Number of lines with the string "setLineDash" in the entries below: report it, and nothing besides.

═══ DATA SHOWN

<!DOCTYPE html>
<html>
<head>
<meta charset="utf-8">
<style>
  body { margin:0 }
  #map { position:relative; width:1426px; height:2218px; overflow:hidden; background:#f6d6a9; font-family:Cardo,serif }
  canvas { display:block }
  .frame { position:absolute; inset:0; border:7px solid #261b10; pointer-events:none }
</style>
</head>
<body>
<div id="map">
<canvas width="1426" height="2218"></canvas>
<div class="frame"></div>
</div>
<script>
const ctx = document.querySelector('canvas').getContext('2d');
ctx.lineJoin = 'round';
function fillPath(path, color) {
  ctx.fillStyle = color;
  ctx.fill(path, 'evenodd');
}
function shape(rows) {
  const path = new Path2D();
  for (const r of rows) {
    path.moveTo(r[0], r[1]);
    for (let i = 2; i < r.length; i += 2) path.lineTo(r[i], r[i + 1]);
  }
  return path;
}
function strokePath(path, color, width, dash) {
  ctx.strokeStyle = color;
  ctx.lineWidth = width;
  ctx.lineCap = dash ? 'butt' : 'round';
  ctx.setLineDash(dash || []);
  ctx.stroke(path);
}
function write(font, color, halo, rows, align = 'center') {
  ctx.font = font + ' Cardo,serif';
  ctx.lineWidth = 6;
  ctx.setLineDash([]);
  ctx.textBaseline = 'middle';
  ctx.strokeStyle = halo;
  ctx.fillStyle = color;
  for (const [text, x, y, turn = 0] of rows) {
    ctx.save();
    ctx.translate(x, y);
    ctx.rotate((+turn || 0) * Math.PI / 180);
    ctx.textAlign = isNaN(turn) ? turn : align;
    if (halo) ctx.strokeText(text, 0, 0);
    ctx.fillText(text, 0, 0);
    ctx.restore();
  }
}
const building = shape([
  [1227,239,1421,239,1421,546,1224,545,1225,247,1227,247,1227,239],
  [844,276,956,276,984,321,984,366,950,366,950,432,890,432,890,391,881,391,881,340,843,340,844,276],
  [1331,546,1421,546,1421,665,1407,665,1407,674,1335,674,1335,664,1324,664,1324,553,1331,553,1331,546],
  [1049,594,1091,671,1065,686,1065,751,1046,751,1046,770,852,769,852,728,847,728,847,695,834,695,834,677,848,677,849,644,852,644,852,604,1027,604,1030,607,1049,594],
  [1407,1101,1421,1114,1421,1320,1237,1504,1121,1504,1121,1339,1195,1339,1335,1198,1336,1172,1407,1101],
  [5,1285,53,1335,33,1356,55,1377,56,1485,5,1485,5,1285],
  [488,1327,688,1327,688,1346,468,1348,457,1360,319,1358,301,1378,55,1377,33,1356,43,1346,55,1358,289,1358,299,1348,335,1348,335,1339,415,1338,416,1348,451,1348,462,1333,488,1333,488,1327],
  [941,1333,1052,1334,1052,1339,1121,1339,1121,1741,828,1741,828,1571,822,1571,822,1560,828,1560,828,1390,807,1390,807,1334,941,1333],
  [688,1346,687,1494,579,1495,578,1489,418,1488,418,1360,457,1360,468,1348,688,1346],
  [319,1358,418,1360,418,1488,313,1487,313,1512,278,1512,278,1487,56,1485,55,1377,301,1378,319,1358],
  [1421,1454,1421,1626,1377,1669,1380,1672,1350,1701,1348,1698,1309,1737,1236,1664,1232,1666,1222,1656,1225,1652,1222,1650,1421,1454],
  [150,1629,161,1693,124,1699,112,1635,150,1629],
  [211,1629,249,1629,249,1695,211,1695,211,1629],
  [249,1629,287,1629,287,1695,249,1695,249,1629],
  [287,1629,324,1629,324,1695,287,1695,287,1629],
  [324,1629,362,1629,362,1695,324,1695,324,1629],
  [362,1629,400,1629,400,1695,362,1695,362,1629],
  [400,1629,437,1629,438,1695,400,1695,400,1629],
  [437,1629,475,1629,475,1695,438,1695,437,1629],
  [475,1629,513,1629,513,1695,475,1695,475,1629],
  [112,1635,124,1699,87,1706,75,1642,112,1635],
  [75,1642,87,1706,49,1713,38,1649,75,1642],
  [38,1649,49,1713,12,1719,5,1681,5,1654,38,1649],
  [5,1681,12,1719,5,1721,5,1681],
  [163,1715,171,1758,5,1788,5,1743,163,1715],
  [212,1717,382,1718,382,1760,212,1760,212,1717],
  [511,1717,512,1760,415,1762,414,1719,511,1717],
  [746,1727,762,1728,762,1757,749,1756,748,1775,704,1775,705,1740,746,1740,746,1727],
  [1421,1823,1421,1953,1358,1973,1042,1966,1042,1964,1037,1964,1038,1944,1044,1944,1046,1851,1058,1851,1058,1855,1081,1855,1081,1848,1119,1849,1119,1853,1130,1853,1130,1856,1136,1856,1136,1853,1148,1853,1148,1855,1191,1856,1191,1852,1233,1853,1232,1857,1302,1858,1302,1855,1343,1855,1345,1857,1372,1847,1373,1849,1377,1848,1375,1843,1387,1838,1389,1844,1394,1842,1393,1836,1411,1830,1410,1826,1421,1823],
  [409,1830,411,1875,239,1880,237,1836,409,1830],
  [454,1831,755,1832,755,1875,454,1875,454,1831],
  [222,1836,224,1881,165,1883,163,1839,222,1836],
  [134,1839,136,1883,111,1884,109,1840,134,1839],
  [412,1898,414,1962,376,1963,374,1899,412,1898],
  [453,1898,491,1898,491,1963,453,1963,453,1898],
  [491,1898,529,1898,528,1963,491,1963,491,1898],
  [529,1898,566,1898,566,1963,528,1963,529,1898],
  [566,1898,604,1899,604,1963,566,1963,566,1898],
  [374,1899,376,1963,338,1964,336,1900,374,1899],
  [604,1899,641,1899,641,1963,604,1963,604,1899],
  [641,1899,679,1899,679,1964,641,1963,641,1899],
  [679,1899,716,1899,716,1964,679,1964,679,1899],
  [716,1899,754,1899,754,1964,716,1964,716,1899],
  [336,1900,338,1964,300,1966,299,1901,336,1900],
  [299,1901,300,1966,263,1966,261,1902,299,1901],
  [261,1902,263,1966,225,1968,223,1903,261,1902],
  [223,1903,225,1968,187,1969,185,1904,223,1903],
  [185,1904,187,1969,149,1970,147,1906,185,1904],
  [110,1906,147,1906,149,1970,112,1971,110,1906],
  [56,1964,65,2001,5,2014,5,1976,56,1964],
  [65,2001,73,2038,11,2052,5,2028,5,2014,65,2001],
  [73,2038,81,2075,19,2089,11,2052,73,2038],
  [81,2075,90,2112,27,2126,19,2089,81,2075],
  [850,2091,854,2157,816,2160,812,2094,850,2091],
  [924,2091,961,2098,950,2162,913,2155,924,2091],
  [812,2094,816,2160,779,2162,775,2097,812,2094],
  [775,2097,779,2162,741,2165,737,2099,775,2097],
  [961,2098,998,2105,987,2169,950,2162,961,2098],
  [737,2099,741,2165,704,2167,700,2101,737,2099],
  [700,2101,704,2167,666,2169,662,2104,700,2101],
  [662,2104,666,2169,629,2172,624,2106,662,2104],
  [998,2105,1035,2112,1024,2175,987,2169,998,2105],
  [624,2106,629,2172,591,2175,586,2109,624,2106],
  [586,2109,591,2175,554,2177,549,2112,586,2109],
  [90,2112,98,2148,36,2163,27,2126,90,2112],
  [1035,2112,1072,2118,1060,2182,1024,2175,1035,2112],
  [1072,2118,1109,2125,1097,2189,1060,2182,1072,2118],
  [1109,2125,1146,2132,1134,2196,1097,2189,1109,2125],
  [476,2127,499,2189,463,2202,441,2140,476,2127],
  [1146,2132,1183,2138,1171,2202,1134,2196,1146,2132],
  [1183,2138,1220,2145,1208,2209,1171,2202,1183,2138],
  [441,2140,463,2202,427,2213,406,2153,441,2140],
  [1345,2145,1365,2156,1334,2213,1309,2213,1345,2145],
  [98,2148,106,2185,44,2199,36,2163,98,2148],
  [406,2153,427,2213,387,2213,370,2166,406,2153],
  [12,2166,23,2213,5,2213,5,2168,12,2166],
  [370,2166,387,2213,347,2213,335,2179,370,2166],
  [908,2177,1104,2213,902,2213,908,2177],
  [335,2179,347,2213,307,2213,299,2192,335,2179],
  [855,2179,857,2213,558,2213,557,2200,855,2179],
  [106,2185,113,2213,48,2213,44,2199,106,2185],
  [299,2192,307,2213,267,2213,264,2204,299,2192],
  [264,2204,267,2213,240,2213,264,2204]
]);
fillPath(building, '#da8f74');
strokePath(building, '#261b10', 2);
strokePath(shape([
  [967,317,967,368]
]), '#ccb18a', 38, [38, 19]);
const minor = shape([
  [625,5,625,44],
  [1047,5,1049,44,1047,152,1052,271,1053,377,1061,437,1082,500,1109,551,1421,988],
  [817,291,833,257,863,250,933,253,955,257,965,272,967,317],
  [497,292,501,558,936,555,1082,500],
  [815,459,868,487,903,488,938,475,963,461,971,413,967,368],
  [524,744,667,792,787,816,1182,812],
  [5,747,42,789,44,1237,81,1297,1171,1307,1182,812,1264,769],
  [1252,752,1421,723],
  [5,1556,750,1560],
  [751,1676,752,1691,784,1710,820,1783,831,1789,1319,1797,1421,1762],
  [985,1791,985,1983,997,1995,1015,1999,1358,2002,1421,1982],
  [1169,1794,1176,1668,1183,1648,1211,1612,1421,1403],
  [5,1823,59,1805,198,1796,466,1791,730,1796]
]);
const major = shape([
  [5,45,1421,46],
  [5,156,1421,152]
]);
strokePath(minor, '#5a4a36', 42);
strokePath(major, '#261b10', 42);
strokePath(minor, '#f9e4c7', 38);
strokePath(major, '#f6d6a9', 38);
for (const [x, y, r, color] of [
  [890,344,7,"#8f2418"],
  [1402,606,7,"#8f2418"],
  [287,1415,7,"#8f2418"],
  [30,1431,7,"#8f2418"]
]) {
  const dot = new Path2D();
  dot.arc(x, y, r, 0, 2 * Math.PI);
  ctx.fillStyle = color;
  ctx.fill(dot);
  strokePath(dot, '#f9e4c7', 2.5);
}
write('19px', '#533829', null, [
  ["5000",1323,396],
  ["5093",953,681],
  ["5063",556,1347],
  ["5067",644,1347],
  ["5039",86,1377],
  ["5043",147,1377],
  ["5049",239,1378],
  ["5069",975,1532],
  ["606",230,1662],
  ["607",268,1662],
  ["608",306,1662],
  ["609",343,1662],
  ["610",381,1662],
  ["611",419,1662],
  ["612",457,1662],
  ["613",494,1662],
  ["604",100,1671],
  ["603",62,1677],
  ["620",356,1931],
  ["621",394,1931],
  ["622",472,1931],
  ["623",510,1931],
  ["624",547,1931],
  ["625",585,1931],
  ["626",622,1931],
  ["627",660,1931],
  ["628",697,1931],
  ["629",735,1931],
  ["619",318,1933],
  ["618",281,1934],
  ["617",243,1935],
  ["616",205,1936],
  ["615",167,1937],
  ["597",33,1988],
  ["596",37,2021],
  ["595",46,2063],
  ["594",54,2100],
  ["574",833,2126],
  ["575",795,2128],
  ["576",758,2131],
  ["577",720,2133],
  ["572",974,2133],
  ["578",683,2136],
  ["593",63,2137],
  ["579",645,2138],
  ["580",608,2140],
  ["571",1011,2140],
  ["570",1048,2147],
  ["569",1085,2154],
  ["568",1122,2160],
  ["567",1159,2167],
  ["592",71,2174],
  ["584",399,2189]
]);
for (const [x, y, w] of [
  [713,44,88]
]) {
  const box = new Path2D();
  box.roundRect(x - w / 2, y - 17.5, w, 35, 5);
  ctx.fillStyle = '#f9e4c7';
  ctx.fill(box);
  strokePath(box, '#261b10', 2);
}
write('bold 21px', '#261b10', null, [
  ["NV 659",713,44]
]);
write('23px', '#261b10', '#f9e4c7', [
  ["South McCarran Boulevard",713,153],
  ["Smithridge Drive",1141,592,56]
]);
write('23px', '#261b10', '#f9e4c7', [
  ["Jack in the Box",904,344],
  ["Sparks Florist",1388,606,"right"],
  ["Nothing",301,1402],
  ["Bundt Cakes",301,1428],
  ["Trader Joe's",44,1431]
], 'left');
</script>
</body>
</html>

══════

EXERCISE RESULT: 2